1. The Theory and the Data

1. The Theory and the Data

Catallactics, the theory of the market economy, is not a system of theorems valid only under ideal and unrealizable conditions and applicable to reality merely with essential restrictions and modifications. All the theorems of catallactics are rigidly and without any exception valid for all phenomena of the market economy, provided the particular conditions which they presuppose are present. It is, for instance, a simple question of fact whether there is direct or indirect exchange. But where there is indirect exchange, all the general laws of the theory of indirect exchange are valid with regard to the acts of exchange and the media of exchange. As has been pointed out,1  praxeological knowledge is precise or exact knowledge of reality. All references to the epistemological issues of the natural sciences and all analogies derived from comparing these two radically different realms of reality and cognition are misleading. There is, apart from formal logic, no such thing as a set of “methodological” rules applicable both to cognition by means of the category of causality and to that by means of the category of finality.

Praxeology deals with human action as such in a general and universal way. It deals neither with the particular conditions of the environment in which man acts nor with the concrete content of the valuations which direct his actions. For praxeology data are the bodily and psychological features of the acting men, their desires and value judgments, and the theories, doctrines, and ideologies they develop in order to adjust themselves purposively to the conditions of their environment and thus to attain the ends they are aiming at. These data, although permanent in their structure and strictly determined by the laws controlling the order of the universe, are perpetually fluctuating and varying; they change from instant to instant.2

The fullness of reality can be mentally mastered only by a mind resorting both to the conception of praxeology and to the understanding [p. 647] of history; and the latter requires command of the teachings of the natural sciences. Cognition and prediction are provided by the totality of knowledge. What the various single branches of science offer is always fragmentary; it must be complemented by the results of all the other branches. From the point of view of acting man the specialization of knowledge and its breaking up into the various sciences is merely a device of the division of labor. In the same way in which the consumer utilizes the products of various branches of production, the actor must base his decisions on knowledge brought about by various branches of thought and investigation.
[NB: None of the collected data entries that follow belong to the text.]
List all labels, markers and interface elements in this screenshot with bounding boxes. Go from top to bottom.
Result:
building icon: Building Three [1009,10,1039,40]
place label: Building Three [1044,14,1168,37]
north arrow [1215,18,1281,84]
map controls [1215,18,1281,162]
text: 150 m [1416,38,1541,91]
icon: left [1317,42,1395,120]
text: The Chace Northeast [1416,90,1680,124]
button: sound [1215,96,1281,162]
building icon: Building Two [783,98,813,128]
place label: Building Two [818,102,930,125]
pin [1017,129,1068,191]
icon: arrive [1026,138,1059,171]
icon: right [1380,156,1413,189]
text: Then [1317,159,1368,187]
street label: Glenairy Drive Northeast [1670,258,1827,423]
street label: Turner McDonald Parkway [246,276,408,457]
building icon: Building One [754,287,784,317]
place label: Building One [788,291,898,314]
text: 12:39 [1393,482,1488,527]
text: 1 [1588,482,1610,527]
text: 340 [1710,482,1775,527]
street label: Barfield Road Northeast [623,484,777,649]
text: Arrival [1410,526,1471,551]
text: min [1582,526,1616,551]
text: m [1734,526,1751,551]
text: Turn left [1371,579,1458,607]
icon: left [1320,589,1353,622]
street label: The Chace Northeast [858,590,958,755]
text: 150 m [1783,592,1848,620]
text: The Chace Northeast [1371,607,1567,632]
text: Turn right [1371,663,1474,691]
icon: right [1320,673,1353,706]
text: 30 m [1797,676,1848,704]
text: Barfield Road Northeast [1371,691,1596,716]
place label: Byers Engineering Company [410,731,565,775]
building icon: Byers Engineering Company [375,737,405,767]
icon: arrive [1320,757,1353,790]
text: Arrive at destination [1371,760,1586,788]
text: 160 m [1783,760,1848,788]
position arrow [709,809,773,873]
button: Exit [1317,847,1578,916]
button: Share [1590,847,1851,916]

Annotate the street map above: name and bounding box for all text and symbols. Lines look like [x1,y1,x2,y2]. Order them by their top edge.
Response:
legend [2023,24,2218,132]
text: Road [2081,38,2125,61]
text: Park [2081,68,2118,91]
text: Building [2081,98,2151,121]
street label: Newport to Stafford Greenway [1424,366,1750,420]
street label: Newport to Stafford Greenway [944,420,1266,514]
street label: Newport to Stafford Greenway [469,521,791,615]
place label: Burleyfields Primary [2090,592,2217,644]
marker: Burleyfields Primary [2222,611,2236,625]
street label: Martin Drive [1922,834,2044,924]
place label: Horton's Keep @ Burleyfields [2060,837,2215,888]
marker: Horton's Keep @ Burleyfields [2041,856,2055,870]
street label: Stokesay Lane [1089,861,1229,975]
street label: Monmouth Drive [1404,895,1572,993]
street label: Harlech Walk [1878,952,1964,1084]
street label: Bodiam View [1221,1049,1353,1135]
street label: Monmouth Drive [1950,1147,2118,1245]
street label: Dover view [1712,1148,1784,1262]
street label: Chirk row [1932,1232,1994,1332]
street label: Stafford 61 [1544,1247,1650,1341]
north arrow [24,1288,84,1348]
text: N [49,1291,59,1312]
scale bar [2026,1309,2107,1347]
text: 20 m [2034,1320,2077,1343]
It is not permissible to disregard any of these branches in dealing with reality. The Historical School and the Institutionalists want to outlaw the study of praxeology and economics and to occupy themselves merely with the registration of the data or, as they call them nowadays, the institutions. But no statement concerning these data can be made without reference to a definite set of economic theorems. When an institutionalist ascribes a definite event to a definite cause, e.g., mass unemployment to the alleged deficiencies of the capitalist mode of production, he resorts to an economic theorem. In objecting to the closer examination of the theorem tacitly implied in his conclusions, he merely wants to avoid the exposure of the fallacies of his argument. There is no such thing as a mere recording of unadulterated facts apart from any reference to theories. As soon as two events are recorded together or integrated into a class of events, a theory is operative. The question whether there is any connection between them can only be answered by a theory, i.e., in the case of human action by praxeology. It is vain to search for coefficients of correlation if one does not start from a theoretical insight acquired beforehand. The coefficient may have a high numerical value without indicating any significant and relevant connection between the two groups.3

  • 1 See above, p. 39.
  • 2 Cf. Strigl, Die okonomischen Kategorien und die Organisation der Wirtschaft (Jena, 1923), pp. 18 ff.
  • 3 Cf. Cohen and Nagel, An Introduction to Logic and Scientific Method (New York, 1939), pp. 316-322.